== Work item ==
Below are entries. Reproduce exactly the lines between the line holding "ctx.lineCap = dash ? 'butt' : 'round';" and the line holding "[971,1497,972,1506,873,1520,808,1520]", inclusive, and only those.
- - - - -
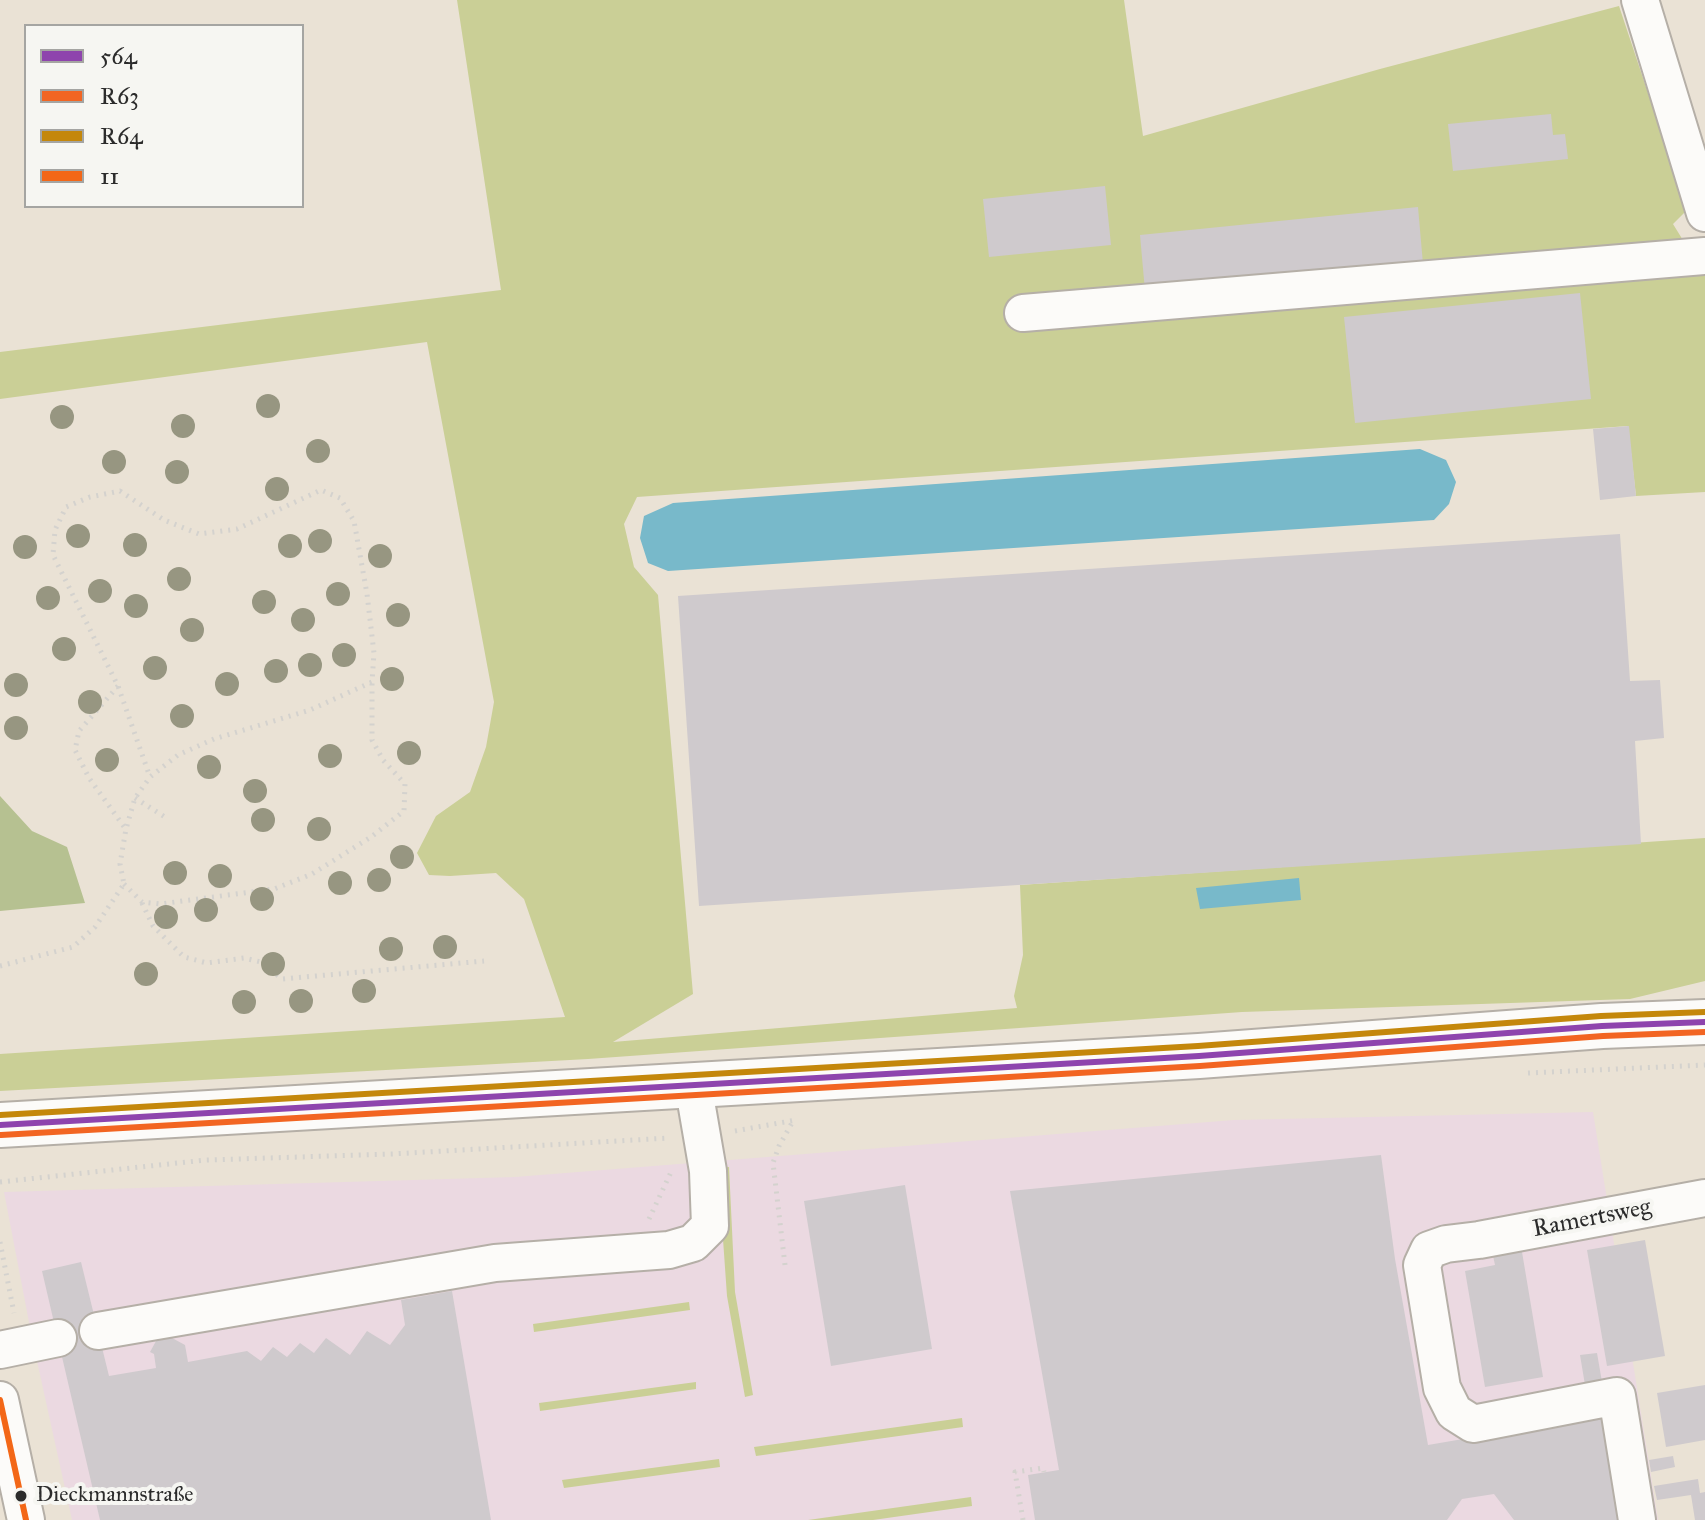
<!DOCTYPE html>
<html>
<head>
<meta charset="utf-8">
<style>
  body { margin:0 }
  #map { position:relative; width:1705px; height:1520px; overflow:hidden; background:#eae2d5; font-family:"IM FELL Great Primer",serif }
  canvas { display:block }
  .legend { position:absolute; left:24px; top:24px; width:280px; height:184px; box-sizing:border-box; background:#f6f6f2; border:2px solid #a5a5a2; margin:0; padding:10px 14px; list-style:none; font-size:24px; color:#2b2b2b }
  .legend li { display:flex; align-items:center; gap:16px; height:40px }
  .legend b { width:40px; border:2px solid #a5a5a2 }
</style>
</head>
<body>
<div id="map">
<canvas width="1705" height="1520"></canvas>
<ul class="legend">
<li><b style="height:10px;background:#8e44ad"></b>564</li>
<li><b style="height:10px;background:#f26522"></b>R63</li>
<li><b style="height:10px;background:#c4870b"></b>R64</li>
<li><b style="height:10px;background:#f36717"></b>11</li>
</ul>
</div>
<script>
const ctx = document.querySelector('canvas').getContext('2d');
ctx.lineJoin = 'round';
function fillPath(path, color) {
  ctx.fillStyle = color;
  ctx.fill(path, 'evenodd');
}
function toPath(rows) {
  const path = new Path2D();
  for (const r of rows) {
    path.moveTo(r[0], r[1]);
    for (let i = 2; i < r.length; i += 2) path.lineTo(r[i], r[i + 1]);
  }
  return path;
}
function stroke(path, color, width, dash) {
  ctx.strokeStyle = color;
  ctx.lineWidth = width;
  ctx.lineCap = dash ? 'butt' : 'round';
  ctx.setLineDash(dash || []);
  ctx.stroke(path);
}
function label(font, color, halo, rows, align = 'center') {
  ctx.font = font + ' "IM FELL Great Primer",serif';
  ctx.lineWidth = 8;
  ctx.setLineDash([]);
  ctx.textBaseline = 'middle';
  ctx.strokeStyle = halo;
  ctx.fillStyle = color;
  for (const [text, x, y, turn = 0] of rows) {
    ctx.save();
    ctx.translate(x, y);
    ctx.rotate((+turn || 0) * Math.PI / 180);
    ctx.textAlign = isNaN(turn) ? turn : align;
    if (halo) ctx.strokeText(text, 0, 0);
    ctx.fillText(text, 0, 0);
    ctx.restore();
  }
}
fillPath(toPath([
  [1593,1112,1658,1520,72,1520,33,1343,4,1192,515,1177,1234,1120]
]), '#ebd9e1');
fillPath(toPath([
  [457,0,1124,0,1143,136,1380,69,1619,6,1687,210,1673,224,1705,276,1705,492,1636,496,1628,426,637,497,624,524,634,567,658,595,693,994,613,1042,1017,1008,1014,996,1023,955,1020,885,1705,838,1705,981,1630,999,1242,1012,588,1059,0,1091,0,1054,565,1017,524,899,496,873,450,876,429,875,417,853,436,816,470,792,486,747,494,702,427,342,0,399,0,352,501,290],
  [729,1167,735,1292,753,1395,745,1397,727,1296,718,1168],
  [689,1302,690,1310,534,1332,533,1324],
  [696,1382,696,1389,540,1411,539,1403],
  [962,1418,963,1427,756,1456,754,1447],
  [719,1459,720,1467,564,1488,562,1480],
  [971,1497,972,1506,873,1520,808,1520]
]), '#cacf96');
fillPath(toPath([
  [0,796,32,831,67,847,85,903,0,911]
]), '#b6c191');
fillPath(toPath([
  [1420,449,1446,460,1456,482,1449,504,1434,520,668,571,648,563,640,538,644,516,673,503],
  [1299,878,1301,900,1200,909,1196,888]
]), '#78b9ca');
fillPath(toPath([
  [1551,114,1553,135,1565,134,1568,159,1453,171,1448,124],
  [1105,186,1111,245,989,257,983,199],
  [1418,207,1423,264,1145,291,1140,235],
  [1580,293,1591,399,1355,423,1344,317],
  [1629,426,1636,496,1600,500,1593,429],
  [1620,534,1630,681,1660,680,1664,738,1635,741,1641,844,699,906,678,596],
  [1381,1155,1395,1259,1428,1445,1603,1415,1621,1520,1514,1520,1494,1494,1462,1499,1447,1520,1035,1520,1028,1475,1059,1470,1010,1191],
  [905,1185,932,1349,831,1366,804,1201],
  [1645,1240,1665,1356,1607,1366,1587,1250],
  [1521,1246,1543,1377,1485,1387,1465,1271,1495,1265,1492,1251],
  [81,1262,109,1376,156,1368,154,1354,150,1352,161,1332,185,1345,188,1362,247,1351,261,1361,273,1347,287,1357,300,1343,314,1353,326,1338,350,1355,367,1331,390,1345,405,1325,401,1300,452,1291,491,1520,100,1520,42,1271],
  [1597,1353,1602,1382,1585,1385,1580,1355],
  [1705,1385,1705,1440,1666,1447,1657,1393],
  [1673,1456,1675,1467,1651,1472,1649,1460],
  [1698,1479,1700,1493,1705,1492,1705,1520,1695,1520,1691,1495,1657,1500,1654,1486]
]), '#cfcacd');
const minor = toPath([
  [1640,0,1705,213],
  [1023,313,1705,256],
  [98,1331,495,1263,669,1250,693,1243,710,1226,708,1171,693,1084],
  [0,1350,58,1338],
  [0,1400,26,1520],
  [1637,1520,1617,1396,1473,1424,1454,1412,1442,1388,1422,1265,1429,1250,1446,1244,1479,1240,1705,1198]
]);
const major = toPath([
  [0,1125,1199,1056,1602,1026,1705,1022]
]);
stroke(minor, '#b5afa7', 40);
stroke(major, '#b5afa7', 48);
stroke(toPath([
  [118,686,79,731,75,750,89,778,125,828],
  [135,798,168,819],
  [124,884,142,902,160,904,274,889,312,874,371,837,404,811,405,784,383,760,372,740,372,682],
  [142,903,153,926,184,957,207,963,244,958,261,962,282,979,484,961],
  [0,966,73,947,95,927,124,884,120,864,126,829,135,798,150,777,178,755,214,739,310,710,372,682,374,653,367,594,354,521,340,498,321,490,237,529,199,534,164,520,120,491,90,497,66,507,55,530,53,555,118,686,150,777],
  [1528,1073,1705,1065],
  [735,1131,796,1120],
  [0,1182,206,1160,392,1154,669,1138],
  [649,1219,672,1170],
  [0,1242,14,1313],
  [785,1265,773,1163,779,1146,793,1121],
  [1023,1520,1015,1472,1043,1468,1044,1472]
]), '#d4d2ce', 5, [2, 6]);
stroke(minor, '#fcfbf9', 36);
stroke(major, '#fcfbf9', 44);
stroke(toPath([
  [0,1125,1199,1056,1602,1026,1705,1022]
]), '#8e44ad', 6);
stroke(toPath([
  [1,1135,1200,1066,1603,1036,1705,1032]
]), '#f26522', 6);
stroke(toPath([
  [0,1115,1198,1046,1601,1016,1705,1012]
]), '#c4870b', 6);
stroke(toPath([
  [0,1400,26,1520]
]), '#f36717', 6);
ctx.fillStyle = '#979681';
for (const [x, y] of [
  [268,406],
  [62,417],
  [183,426],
  [318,451],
  [114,462],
  [177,472],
  [277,489],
  [78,536],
  [320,541],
  [135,545],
  [290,546],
  [25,547],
  [380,556],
  [179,579],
  [100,591],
  [338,594],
  [48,598],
  [264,602],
  [136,606],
  [398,615],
  [303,620],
  [192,630],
  [64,649],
  [344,655],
  [310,665],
  [155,668],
  [276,671],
  [392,679],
  [227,684],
  [16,685],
  [90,702],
  [182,716],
  [16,728],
  [409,753],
  [330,756],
  [107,760],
  [209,767],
  [255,791],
  [263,820],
  [319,829],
  [402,857],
  [175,873],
  [220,876],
  [379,880],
  [340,883],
  [262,899],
  [206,910],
  [166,917],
  [445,947],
  [391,949],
  [273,964],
  [146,974],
  [364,991],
  [301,1001],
  [244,1002]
]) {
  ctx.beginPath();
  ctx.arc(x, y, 12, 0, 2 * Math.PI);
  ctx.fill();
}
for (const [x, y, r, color] of [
  [21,1496,7,"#2b2b2b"]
]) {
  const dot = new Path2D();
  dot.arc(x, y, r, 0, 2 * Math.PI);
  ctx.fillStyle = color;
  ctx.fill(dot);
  stroke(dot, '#f6f6f2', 3);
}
label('22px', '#2b2b2b', '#f6f6f2', [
  ["Dieckmannstraße",36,1496]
], 'left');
label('24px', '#2b2b2b', '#f6f6f2', [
  ["Ramertsweg",1592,1219,-11]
]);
</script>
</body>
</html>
- - - - -
== Solution below ==
  ctx.lineCap = dash ? 'butt' : 'round';
  ctx.setLineDash(dash || []);
  ctx.stroke(path);
}
function label(font, color, halo, rows, align = 'center') {
  ctx.font = font + ' "IM FELL Great Primer",serif';
  ctx.lineWidth = 8;
  ctx.setLineDash([]);
  ctx.textBaseline = 'middle';
  ctx.strokeStyle = halo;
  ctx.fillStyle = color;
  for (const [text, x, y, turn = 0] of rows) {
    ctx.save();
    ctx.translate(x, y);
    ctx.rotate((+turn || 0) * Math.PI / 180);
    ctx.textAlign = isNaN(turn) ? turn : align;
    if (halo) ctx.strokeText(text, 0, 0);
    ctx.fillText(text, 0, 0);
    ctx.restore();
  }
}
fillPath(toPath([
  [1593,1112,1658,1520,72,1520,33,1343,4,1192,515,1177,1234,1120]
]), '#ebd9e1');
fillPath(toPath([
  [457,0,1124,0,1143,136,1380,69,1619,6,1687,210,1673,224,1705,276,1705,492,1636,496,1628,426,637,497,624,524,634,567,658,595,693,994,613,1042,1017,1008,1014,996,1023,955,1020,885,1705,838,1705,981,1630,999,1242,1012,588,1059,0,1091,0,1054,565,1017,524,899,496,873,450,876,429,875,417,853,436,816,470,792,486,747,494,702,427,342,0,399,0,352,501,290],
  [729,1167,735,1292,753,1395,745,1397,727,1296,718,1168],
  [689,1302,690,1310,534,1332,533,1324],
  [696,1382,696,1389,540,1411,539,1403],
  [962,1418,963,1427,756,1456,754,1447],
  [719,1459,720,1467,564,1488,562,1480],
  [971,1497,972,1506,873,1520,808,1520]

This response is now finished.